# [INSTRUCTIONS FOR THE TASK]
Should the entries contain pictures, leave them out and return exactly the lines from the first through the line holding "inset:0; background:#c7b9dc; transform-origin:0".

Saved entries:
================
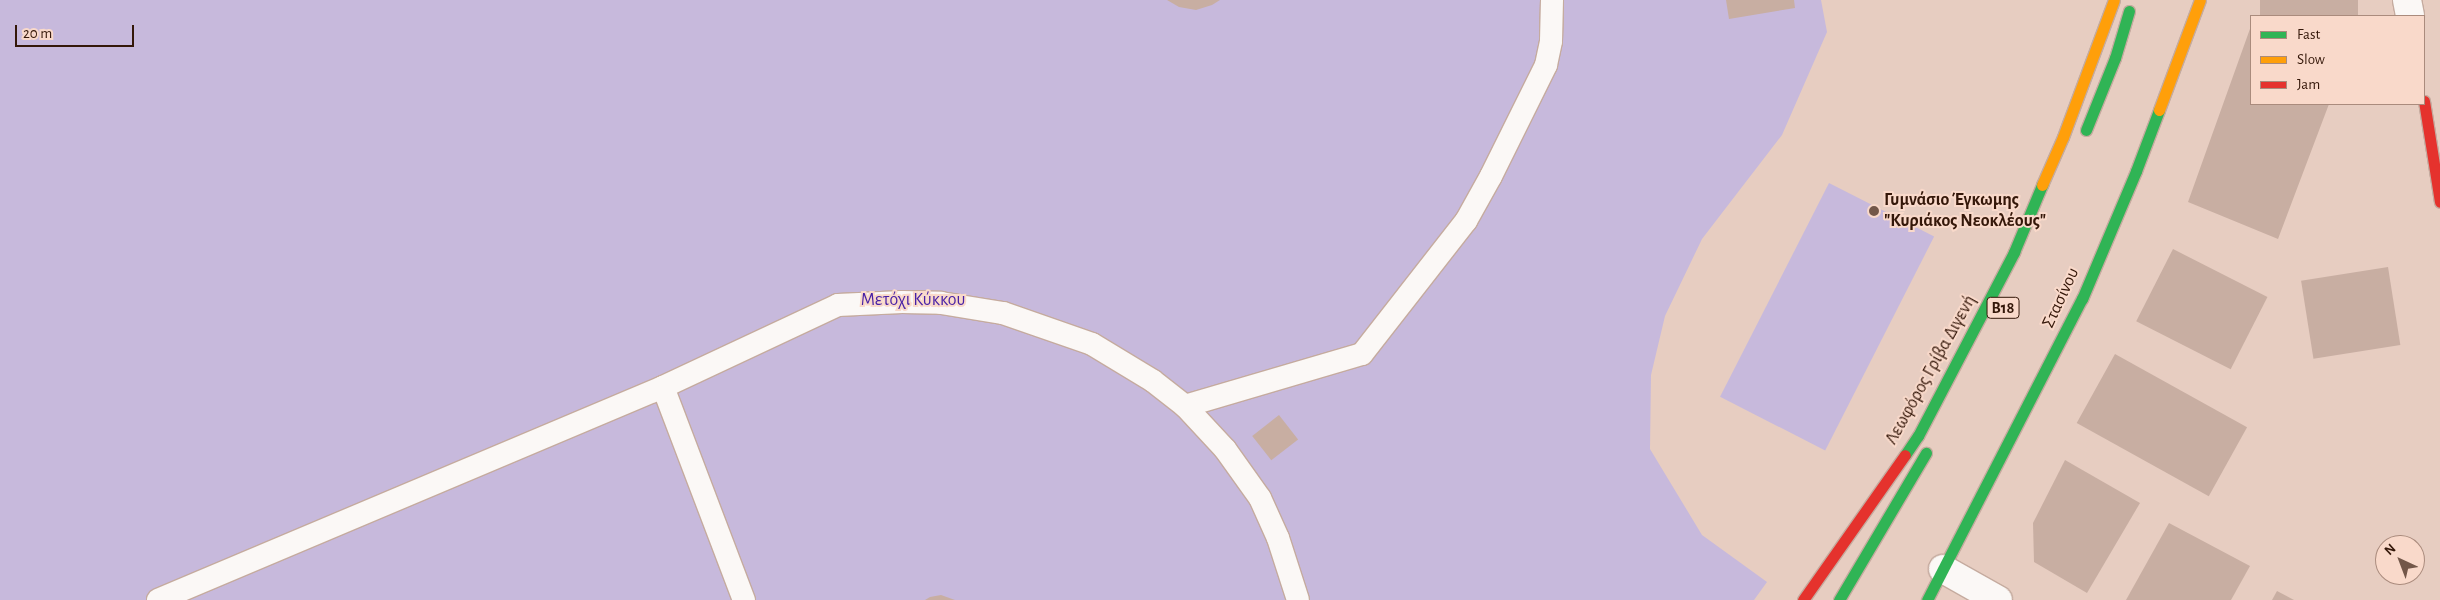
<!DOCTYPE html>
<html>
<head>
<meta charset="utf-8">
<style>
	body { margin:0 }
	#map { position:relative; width:2440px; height:600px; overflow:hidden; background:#e7cdc1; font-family:"Alegreya Sans",sans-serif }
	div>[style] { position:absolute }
	.green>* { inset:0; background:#c7b9dc; transform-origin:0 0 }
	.building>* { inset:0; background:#c8aea2; transform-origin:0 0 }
	.roads { filter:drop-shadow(1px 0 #c5ab9f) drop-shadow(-1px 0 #c5ab9f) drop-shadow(0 1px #c5ab9f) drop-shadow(0 -1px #c5ab9f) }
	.lane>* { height:22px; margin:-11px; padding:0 11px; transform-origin:11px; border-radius:11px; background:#fbf8f6 }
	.street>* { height:28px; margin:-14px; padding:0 14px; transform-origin:14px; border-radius:14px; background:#fbf8f6 }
	.fast>* { height:11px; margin:-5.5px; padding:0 5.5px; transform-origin:5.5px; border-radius:5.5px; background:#30b455 }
	.slow>* { height:11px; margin:-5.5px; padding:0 5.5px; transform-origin:5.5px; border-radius:5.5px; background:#ff9f0a }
	.jam>* { height:11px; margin:-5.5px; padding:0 5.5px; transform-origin:5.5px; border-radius:5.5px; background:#e5322d }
	.dots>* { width:14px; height:14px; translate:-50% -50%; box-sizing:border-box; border:2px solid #f9d9ca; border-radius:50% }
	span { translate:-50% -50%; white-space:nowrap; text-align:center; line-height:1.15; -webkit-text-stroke:4px #f9d9ca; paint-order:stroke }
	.shield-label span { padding:1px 4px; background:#f9d9ca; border:1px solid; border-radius:4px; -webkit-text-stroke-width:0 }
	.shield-label { font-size:16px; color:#341709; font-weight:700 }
	.poi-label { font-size:18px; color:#341709; font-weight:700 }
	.left { translate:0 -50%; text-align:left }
	.street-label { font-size:18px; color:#341709 }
	.park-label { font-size:18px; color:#461fa6 }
	.legend { position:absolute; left:2250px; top:15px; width:175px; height:90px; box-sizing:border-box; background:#f9d9ca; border:1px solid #aa8b7d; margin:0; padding:6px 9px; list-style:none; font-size:15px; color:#341709 }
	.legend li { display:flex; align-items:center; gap:10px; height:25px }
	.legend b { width:25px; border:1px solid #aa8b7d }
	.north { position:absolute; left:2375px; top:535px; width:50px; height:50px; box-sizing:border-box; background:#f9d9ca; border:1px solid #aa8b7d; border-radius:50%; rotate:317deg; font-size:14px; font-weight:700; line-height:20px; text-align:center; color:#341709 }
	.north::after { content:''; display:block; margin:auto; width:18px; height:22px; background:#735749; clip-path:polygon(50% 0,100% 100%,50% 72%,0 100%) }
	.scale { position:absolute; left:15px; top:25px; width:119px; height:22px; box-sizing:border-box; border:2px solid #341709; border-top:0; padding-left:6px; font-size:15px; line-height:18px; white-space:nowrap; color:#341709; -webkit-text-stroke:4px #f9d9ca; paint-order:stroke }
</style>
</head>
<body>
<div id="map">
	<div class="green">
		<i style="clip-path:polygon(0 0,1821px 0,1827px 32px,1782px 135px,1702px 239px,1665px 316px,1651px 375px,1650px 449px,1702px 535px,1767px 582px,1754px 600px,0 600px)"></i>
		<i style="left:1829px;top:183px;width:118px;height:240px;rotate:27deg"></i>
	</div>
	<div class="building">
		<i style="clip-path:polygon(1167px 0,1220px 0,1212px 5px,1196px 10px,1179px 7px)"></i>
		<i style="clip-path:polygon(1726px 0,1794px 0,1795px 8px,1729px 19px)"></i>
		<i style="left:2260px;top:0;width:98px;height:17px"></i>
		<i style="clip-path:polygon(2251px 26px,2251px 104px,2329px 104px,2278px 239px,2188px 202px)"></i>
		<i style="left:2173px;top:249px;width:106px;height:81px;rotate:27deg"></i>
		<i style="left:2388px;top:267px;width:79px;height:88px;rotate:81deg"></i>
		<i style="left:2115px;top:354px;width:151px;height:79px;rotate:29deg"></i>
		<i style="left:1279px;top:415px;width:31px;height:34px;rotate:52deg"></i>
		<i style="clip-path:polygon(2065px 460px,2140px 503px,2087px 593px,2034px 562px,2033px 523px)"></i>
		<i style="clip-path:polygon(2169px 523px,2250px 566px,2231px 600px,2126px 600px)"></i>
		<i style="clip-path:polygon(2277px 591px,2294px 600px,2272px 600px)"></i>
		<i style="clip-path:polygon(941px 595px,955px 600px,925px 600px,930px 597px)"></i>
	</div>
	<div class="roads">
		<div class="lane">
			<i style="left:663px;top:387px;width:228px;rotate:69.2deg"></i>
			<i style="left:1185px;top:406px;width:184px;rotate:-16.4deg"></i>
			<i style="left:1362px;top:354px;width:169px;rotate:-52deg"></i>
			<i style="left:1466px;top:221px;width:51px;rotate:-60.9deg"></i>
			<i style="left:1491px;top:176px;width:124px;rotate:-63.6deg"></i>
			<i style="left:1546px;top:65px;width:25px;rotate:-78deg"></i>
			<i style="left:1551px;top:41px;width:41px;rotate:-88.6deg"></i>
			<i style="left:158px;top:600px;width:548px;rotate:-22.87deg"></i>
			<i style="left:663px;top:387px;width:193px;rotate:-25.1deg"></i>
			<i style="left:838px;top:305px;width:64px;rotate:-2.7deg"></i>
			<i style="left:902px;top:302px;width:39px;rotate:1deg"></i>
			<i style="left:941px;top:303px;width:63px;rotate:9.2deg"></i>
			<i style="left:1003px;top:313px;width:94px;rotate:19.2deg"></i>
			<i style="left:1092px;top:344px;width:71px;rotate:31.2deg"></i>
			<i style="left:1153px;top:381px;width:41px;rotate:38deg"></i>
			<i style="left:1185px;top:406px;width:59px;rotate:47.1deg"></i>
			<i style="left:1225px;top:449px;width:60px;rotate:54.5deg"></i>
			<i style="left:1260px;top:498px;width:44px;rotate:65.8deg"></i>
			<i style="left:1278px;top:538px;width:65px;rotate:72.1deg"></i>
		</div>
		<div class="street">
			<i style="left:2407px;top:0;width:16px;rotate:79deg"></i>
			<i style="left:1943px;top:569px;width:63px;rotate:29.4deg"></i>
		</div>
		<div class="fast">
			<i style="left:2086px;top:130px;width:78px;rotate:-68.1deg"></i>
			<i style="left:2115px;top:58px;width:49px;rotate:-73.4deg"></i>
			<i style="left:1905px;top:455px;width:23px;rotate:-56deg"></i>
			<i style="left:1918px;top:436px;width:208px;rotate:-62.4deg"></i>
			<i style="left:2014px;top:252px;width:73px;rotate:-67.3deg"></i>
			<i style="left:1839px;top:600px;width:171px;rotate:-59.4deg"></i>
			<i style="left:1927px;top:600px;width:339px;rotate:-62.8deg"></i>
			<i style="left:2082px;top:299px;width:139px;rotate:-67.1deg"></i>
			<i style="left:2136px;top:171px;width:65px;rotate:-69.3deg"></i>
		</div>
		<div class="slow">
			<i style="left:2159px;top:110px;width:117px;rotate:-69.6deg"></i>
			<i style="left:2042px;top:185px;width:52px;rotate:-66.4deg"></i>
			<i style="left:2063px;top:137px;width:146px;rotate:-69.6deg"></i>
		</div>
		<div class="jam">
			<i style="left:2424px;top:101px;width:102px;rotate:81deg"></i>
			<i style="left:1803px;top:600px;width:177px;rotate:-54.9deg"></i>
		</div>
	</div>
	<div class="dots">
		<i style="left:1874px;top:211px;background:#735749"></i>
	</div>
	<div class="shield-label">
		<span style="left:2003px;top:308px">B18</span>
	</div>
	<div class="poi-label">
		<span class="left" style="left:1884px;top:211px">Γυμνάσιο Έγκωμης<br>"Κυριάκος Νεοκλέους"</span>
	</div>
	<div class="street-label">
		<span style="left:2061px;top:298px;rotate:-65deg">Στασίνου</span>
		<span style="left:1931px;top:370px;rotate:-61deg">Λεωφόρος Γρίβα Διγενή</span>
	</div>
	<div class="park-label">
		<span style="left:913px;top:300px">Μετόχι Κύκκου</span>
	</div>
	<ul class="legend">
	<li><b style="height:6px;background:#30b455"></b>Fast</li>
	<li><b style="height:6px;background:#ff9f0a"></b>Slow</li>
	<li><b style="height:6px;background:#e5322d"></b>Jam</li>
	</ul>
	<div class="north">N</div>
	<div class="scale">20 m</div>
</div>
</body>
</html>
================
# [RESPONSE]
<!DOCTYPE html>
<html>
<head>
<meta charset="utf-8">
<style>
	body { margin:0 }
	#map { position:relative; width:2440px; height:600px; overflow:hidden; background:#e7cdc1; font-family:"Alegreya Sans",sans-serif }
	div>[style] { position:absolute }
	.green>* { inset:0; background:#c7b9dc; transform-origin:0 0 }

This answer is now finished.